Stored data entries
Start of Block

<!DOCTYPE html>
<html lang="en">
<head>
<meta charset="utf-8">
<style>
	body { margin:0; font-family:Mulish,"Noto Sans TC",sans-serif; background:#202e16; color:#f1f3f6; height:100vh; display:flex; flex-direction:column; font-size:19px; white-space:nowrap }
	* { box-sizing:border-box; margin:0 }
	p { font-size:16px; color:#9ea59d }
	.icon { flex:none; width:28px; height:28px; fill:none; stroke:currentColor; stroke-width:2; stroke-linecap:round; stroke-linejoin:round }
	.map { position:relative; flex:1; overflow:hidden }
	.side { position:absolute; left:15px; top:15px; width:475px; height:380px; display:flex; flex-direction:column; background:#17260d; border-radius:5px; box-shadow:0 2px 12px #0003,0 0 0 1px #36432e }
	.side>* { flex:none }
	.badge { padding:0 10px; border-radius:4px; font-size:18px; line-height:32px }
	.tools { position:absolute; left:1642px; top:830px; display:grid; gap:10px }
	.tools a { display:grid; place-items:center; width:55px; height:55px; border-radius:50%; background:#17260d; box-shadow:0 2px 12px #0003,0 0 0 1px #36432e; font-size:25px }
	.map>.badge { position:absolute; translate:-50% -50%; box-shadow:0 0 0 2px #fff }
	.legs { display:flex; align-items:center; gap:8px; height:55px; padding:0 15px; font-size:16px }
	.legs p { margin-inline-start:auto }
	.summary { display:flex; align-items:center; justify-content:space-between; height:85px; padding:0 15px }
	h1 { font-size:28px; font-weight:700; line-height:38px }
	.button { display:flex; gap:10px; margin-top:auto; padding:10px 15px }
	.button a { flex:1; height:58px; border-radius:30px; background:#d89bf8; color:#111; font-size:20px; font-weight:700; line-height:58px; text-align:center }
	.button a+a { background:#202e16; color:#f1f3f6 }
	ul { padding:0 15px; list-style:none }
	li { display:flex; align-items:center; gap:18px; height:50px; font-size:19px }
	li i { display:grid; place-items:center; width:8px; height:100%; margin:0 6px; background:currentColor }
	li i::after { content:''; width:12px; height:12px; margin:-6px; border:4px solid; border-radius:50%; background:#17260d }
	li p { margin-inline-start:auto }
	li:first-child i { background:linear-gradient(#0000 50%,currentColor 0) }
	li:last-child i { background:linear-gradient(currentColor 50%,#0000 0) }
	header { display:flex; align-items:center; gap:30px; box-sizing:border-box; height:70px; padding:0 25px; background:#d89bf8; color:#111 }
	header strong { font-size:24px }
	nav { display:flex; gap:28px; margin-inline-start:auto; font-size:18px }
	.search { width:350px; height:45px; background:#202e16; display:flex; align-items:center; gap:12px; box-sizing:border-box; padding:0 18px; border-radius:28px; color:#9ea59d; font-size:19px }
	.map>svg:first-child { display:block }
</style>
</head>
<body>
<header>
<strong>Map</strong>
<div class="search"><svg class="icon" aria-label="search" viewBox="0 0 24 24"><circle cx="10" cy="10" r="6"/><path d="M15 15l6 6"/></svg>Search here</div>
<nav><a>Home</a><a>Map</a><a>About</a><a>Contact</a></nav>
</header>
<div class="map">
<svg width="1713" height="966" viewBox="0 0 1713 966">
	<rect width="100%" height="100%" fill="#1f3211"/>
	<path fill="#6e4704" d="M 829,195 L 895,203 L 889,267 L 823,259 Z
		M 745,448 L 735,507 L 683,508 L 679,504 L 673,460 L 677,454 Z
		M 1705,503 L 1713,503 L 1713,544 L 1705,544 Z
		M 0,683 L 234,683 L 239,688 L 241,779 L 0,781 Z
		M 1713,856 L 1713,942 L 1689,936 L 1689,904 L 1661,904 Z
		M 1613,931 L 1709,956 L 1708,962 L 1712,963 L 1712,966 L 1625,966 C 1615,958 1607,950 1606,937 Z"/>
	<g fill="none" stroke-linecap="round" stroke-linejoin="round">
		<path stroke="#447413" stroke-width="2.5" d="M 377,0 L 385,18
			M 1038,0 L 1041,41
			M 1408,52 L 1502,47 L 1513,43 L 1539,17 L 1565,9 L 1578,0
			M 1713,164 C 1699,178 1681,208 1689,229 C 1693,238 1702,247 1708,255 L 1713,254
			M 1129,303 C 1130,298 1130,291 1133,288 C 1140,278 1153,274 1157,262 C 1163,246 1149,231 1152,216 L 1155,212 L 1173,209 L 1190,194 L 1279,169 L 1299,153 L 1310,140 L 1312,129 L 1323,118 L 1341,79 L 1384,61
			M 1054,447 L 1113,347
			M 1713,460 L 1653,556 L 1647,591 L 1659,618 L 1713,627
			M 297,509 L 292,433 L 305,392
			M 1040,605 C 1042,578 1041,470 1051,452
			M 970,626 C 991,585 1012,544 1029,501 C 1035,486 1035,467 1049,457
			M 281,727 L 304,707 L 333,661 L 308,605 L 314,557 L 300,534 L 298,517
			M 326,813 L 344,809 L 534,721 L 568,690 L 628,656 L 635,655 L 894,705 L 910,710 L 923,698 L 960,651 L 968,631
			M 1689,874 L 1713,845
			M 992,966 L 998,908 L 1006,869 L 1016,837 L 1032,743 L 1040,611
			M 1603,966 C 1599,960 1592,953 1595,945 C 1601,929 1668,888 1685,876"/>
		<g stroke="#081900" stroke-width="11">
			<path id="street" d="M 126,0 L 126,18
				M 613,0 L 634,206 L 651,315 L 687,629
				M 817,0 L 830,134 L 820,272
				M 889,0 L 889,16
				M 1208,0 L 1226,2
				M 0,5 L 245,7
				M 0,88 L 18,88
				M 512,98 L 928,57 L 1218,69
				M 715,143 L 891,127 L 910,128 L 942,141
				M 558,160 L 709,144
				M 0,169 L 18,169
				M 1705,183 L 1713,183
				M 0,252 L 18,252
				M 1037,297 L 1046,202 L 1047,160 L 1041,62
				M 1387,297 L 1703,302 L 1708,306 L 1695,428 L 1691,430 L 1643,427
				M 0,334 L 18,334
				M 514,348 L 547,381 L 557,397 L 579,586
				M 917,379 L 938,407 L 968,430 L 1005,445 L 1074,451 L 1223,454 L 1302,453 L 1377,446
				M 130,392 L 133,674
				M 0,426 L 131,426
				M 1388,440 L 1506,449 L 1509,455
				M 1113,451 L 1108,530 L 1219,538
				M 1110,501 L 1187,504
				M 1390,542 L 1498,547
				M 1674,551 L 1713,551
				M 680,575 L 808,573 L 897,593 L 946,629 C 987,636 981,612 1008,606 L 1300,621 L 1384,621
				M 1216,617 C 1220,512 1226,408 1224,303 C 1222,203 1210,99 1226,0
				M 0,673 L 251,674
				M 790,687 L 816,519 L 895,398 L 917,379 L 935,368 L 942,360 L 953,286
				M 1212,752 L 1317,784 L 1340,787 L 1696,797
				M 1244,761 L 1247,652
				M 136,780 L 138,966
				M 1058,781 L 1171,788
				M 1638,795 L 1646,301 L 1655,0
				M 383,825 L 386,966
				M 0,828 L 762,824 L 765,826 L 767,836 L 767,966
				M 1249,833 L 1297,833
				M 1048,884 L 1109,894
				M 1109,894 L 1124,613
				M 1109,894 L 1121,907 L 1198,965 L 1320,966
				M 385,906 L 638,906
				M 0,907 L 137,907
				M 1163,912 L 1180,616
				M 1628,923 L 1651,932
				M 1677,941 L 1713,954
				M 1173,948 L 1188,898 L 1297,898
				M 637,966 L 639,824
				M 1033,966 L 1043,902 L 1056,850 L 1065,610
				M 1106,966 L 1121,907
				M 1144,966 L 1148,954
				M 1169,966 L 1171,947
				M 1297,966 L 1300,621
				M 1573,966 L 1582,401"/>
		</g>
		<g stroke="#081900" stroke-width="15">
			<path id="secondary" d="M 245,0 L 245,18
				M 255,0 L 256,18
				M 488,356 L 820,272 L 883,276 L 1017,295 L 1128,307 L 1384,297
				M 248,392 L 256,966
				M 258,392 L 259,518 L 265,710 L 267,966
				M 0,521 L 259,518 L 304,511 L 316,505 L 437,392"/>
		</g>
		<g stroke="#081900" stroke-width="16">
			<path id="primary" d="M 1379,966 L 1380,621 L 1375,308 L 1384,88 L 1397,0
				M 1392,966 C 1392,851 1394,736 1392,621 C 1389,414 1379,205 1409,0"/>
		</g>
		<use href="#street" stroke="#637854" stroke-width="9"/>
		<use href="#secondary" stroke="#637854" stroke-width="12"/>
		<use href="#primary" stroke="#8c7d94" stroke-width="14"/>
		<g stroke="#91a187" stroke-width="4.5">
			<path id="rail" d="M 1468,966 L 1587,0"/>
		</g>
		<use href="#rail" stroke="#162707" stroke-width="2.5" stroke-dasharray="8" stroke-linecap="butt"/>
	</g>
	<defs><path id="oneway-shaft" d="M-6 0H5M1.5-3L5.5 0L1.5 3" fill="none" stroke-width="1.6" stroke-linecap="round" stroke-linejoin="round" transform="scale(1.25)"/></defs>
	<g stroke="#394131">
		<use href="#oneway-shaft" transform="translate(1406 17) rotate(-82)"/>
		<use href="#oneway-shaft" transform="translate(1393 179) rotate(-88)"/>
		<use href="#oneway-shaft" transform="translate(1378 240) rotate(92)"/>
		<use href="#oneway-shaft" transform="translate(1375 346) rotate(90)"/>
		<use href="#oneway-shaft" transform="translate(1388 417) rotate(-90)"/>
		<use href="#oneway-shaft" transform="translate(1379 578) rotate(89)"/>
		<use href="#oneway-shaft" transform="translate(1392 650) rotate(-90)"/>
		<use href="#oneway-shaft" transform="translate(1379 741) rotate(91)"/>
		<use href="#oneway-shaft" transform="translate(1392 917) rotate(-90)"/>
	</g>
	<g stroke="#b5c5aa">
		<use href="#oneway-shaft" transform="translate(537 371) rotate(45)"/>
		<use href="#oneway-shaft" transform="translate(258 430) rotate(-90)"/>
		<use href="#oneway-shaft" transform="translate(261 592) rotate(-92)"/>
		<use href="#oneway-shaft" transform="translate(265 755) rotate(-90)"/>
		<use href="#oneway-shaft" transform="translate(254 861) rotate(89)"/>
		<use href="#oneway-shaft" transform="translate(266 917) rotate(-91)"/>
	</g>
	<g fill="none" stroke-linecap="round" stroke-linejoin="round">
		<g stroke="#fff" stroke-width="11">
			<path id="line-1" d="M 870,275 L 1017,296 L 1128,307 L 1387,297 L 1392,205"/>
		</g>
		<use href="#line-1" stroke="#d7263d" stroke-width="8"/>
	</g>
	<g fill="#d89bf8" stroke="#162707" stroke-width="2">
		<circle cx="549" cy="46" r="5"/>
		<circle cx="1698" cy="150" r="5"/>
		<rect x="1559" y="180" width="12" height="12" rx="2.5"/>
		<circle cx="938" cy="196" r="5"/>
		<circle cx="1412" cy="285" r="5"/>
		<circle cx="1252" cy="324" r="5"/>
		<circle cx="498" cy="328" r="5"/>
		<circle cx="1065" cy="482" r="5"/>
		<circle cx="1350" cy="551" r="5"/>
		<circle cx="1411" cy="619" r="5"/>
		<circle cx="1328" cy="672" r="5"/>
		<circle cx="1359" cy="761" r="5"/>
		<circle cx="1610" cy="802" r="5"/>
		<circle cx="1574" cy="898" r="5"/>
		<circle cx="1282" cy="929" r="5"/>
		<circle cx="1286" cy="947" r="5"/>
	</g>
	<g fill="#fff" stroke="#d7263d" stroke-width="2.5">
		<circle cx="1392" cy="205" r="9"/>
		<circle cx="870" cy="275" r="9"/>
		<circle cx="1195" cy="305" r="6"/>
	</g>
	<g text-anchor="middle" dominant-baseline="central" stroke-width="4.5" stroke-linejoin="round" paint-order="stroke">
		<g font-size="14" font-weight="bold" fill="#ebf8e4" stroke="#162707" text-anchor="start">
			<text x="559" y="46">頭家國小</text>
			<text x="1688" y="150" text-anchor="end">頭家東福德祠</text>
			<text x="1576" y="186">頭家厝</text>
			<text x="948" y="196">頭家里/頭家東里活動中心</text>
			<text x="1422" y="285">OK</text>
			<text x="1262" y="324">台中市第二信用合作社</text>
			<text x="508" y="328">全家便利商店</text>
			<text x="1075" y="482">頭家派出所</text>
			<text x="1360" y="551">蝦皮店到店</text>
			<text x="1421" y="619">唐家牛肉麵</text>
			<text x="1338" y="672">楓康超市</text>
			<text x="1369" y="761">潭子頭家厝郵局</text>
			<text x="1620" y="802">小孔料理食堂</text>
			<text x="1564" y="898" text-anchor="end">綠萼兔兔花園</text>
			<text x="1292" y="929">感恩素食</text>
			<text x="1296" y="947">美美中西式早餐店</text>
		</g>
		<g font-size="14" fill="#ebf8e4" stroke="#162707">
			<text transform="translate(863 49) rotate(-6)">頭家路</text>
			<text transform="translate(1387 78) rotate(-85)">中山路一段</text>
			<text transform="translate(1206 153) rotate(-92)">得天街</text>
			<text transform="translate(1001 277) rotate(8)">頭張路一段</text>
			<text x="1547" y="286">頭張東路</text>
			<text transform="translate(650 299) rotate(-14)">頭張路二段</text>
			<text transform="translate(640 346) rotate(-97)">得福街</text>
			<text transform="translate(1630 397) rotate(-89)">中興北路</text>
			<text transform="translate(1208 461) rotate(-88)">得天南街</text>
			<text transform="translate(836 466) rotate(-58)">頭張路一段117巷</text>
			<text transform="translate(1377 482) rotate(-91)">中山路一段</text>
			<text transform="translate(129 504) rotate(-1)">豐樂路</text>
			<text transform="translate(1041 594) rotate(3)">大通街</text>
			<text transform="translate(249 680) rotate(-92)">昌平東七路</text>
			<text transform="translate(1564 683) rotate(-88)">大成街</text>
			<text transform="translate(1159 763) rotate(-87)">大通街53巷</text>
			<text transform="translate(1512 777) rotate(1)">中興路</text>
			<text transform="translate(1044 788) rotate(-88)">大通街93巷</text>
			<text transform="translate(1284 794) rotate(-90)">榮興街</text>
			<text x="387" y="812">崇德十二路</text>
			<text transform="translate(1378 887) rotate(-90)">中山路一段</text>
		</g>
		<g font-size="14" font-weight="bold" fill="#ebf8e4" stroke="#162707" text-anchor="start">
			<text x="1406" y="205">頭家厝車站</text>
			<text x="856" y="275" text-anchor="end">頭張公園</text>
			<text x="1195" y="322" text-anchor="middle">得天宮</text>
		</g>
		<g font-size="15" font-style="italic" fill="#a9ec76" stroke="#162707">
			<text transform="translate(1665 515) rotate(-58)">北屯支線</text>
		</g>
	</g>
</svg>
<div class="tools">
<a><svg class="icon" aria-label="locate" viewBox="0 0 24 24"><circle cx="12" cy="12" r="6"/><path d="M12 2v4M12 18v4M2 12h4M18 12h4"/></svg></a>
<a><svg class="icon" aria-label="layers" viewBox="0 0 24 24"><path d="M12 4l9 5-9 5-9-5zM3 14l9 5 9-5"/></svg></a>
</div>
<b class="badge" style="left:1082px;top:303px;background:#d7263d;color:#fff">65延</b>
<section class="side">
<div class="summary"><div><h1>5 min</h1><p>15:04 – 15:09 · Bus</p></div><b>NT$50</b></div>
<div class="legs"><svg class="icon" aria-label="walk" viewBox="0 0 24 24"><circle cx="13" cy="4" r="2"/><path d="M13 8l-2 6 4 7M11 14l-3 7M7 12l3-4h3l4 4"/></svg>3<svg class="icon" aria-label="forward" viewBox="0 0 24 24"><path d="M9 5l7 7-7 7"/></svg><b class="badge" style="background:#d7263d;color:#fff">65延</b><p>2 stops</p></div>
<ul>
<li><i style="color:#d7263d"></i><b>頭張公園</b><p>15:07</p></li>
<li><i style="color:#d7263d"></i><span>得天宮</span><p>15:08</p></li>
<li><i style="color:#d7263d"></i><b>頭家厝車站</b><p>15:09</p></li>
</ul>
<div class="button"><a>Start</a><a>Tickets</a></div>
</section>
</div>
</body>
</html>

End of Block

Show every line from the entries above in which the word "tools" appears.

- Task solution -
	.tools { position:absolute; left:1642px; top:830px; display:grid; gap:10px }
	.tools a { display:grid; place-items:center; width:55px; height:55px; border-radius:50%; background:#17260d; box-shadow:0 2px 12px #0003,0 0 0 1px #36432e; font-size:25px }
<div class="tools">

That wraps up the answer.